Inflation: “United States Consumer Price Index (CPI) [Trading Economics]. “The consumer price index in the United States rose by 3.5% year-over-year to 312.332 points in March 2024, following a 3.2% increase in February and slightly exceeding the market consensus of a 3.4% advance.”

Retail: “L’Olly Pops Support Healthy Brain Function, Calm and Focus” [TrendHunter]. “Vitamin and supplement brand Olly offers targeted wellness solutions for everything from beauty to gut health and its cognitive health product portfolio recently expanded to include Brainy Chews and L’Olly Pops. Olly created these new products to “put the ‘fun’ back in cognitive function with nootropic ingredients that support energy, relaxation and mood, focus, and attention,” all the while sharing enjoyable flavors and formats.” • If in fact the damage to cognitive function is both as great and as officially denied as I think it is, one would expect products like this to pop up.

Manufacturing: “Boeing Crisis of Confidence Deepens With 787 Now Under Scrutiny” [Bloomberg]. “Boeing Co. faces a deepening crisis of confidence after an engineer at the US planemaker alleged the company took manufacturing shortcuts on its 787 Dreamliner aircraft in order to ease production bottlenecks of its most advanced airliner. Factory workers wrongly measured and filled gaps that can occur when airframe segments of the 787 are joined together, according to Sam Salehpour, a longtime Boeing employee who made his concerns public on Tuesday. That assembly process could create ‘significant fatigue’ in the composite material of the barrel sections and impair the structural integrity of more than 1,000 of the widebody jets in service, he said.” • This Bloombergy story is actually bad, in that we get the mush-mouthed “wrongly measured and filled gaps” instead of the word “shim.” (I put “shim” in the same bucket as “hack” or “kludge,” but I’m not sure that’s true; see the Gates story below.) Reuters gets it right. More on those “gaps”–

Manfacturing: “Boeing hit with whistleblower allegations, adding to safety concerns” [Reuters]. “Boeing halted deliveries of the 787 widebody jet for more than a year until August 2022 as the FAA investigated quality problems and manufacturing flaws. In 2021, Boeing said some 787 airplanes had shims that were not the proper size and some aircraft had areas that did not meet skin-flatness specifications. A shim is a thin piece of material used to fill tiny gaps in a manufactured product.

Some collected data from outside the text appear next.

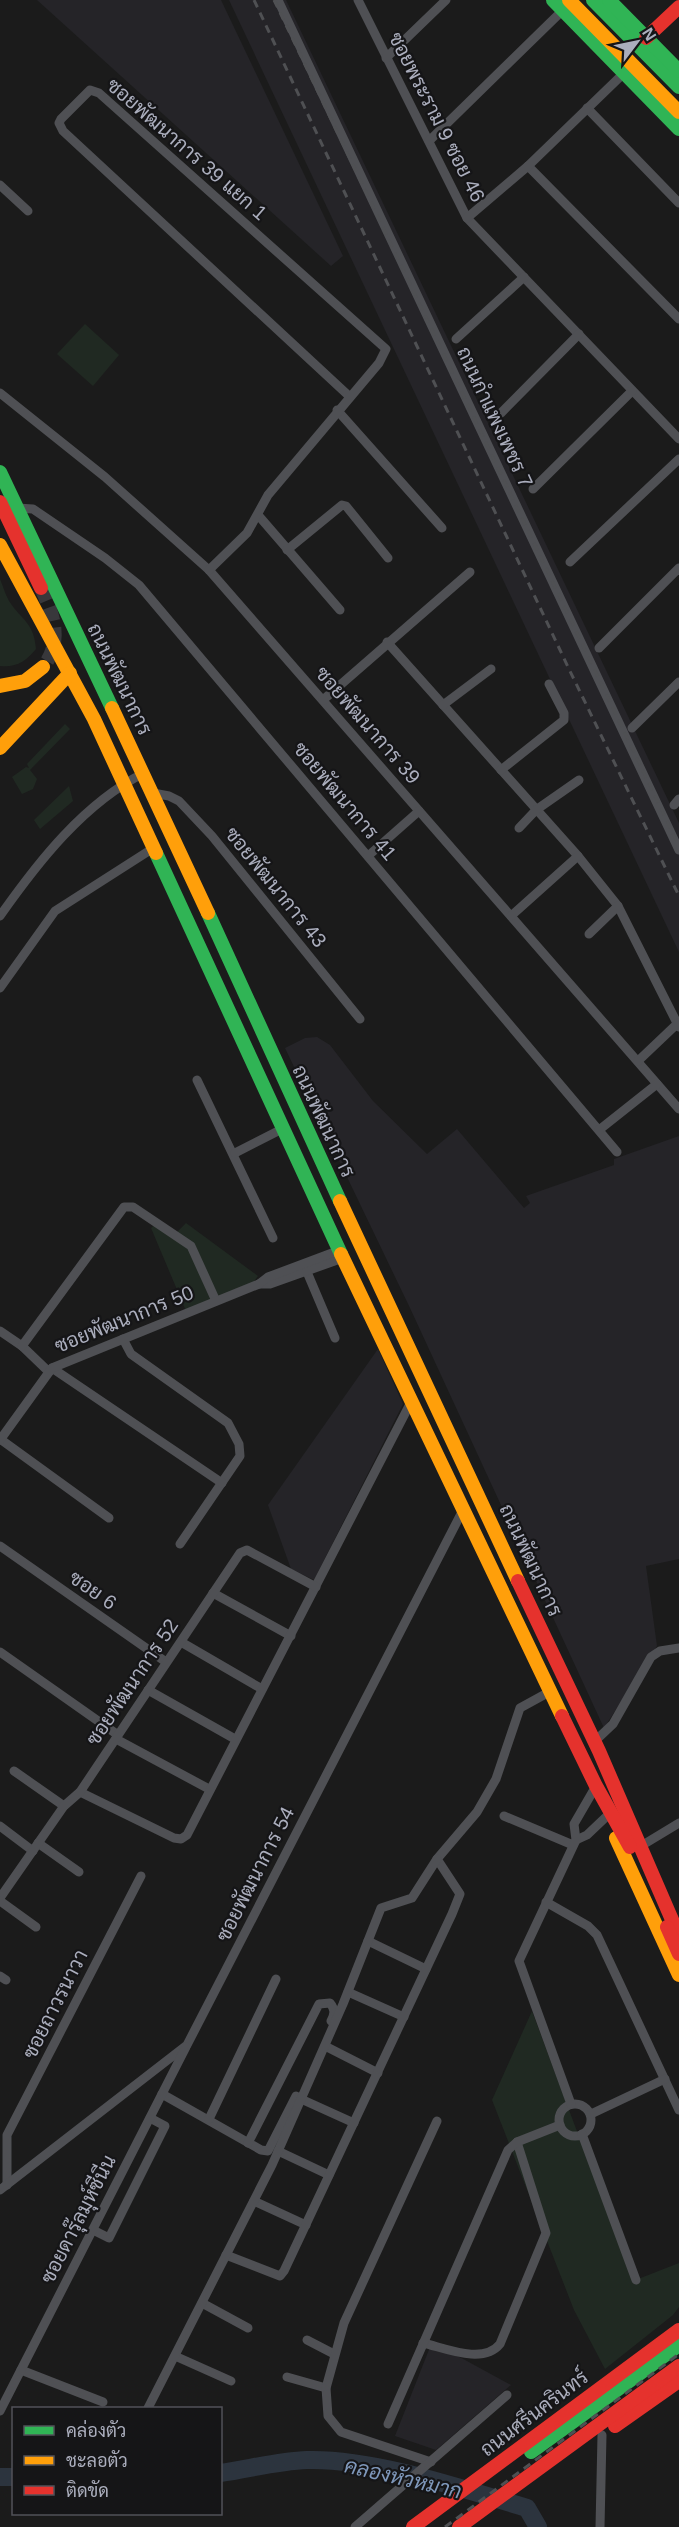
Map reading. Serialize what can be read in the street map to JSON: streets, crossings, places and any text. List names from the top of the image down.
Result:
{
  "streets": {
    "main road": ["ถนนพัฒนาการ", "ถนนศรีนครินทร์"],
    "street": [
      "ซอยพระราม 9 ซอย 46",
      "ซอยพัฒนาการ 39 แยก 1",
      "ถนนกำแพงเพชร 7",
      "ซอยพัฒนาการ 39",
      "ซอยพัฒนาการ 41",
      "ซอยพัฒนาการ 43",
      "ซอยพัฒนาการ 50",
      "ซอย 6",
      "ซอยพัฒนาการ 52",
      "ซอยพัฒนาการ 54",
      "ซอยถาวรนาวา",
      "ซอยดารุ๊ลมุห์ซีนีน"
    ]
  },
  "crossings": [
    ["ซอยพัฒนาการ 39 แยก 1", "ซอยพัฒนาการ 39"],
    ["ถนนพัฒนาการ", "ซอยพัฒนาการ 41"],
    ["ถนนพัฒนาการ", "ซอยพัฒนาการ 43"],
    ["ถนนพัฒนาการ", "ซอยพัฒนาการ 50"],
    ["ถนนพัฒนาการ", "ซอยพัฒนาการ 54"],
    ["ซอย 6", "ซอยพัฒนาการ 52"],
    ["ซอยพัฒนาการ 54", "ซอยถาวรนาวา"],
    ["ซอยพัฒนาการ 54", "ซอยดารุ๊ลมุห์ซีนีน"]
  ],
  "water": ["คลองหัวหมาก"],
  "legend": ["คล่องตัว", "ชะลอตัว", "ติดขัด"],
  "north": "top right"
}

In a statement, Boeing said it was fully confident in the 787 Dreamliner, adding that the claims ‘are inaccurate and do not represent the comprehensive work Boeing has done to ensure the quality and long-term safety of the aircraft.’ Salehpour observed shortcuts used by Boeing to reduce bottlenecks during the 787 assembly process that placed ‘excessive stress on major airplane joints, and embedded drilling debris between key joints on more than 1,000 planes,’ his lawyers said. He told reporters in a call later on Tuesday that he saw problems with misalignment in the production of the 777 widebody jet which were remedied by using force. ‘I literally saw people jumping on the pieces of the airplane to get them to align, he said.’” • Oh. I imagine the issue this way: The pencil-necked MBAs who ran Boeing after defenestrating the engineers thought that assembling the 787 would be something like assembling a “shake the box” model airplane. It doesn’t matter where the parts are made; just glue it all together. In fact, it does matter, and just because everything fits together in the CAD program doesn’t mean everything fits together in the material world. Hence shims, jumping on pieces, etc. Or, heck, it’s plastic. File it down or heat it up and bend it! Whatever!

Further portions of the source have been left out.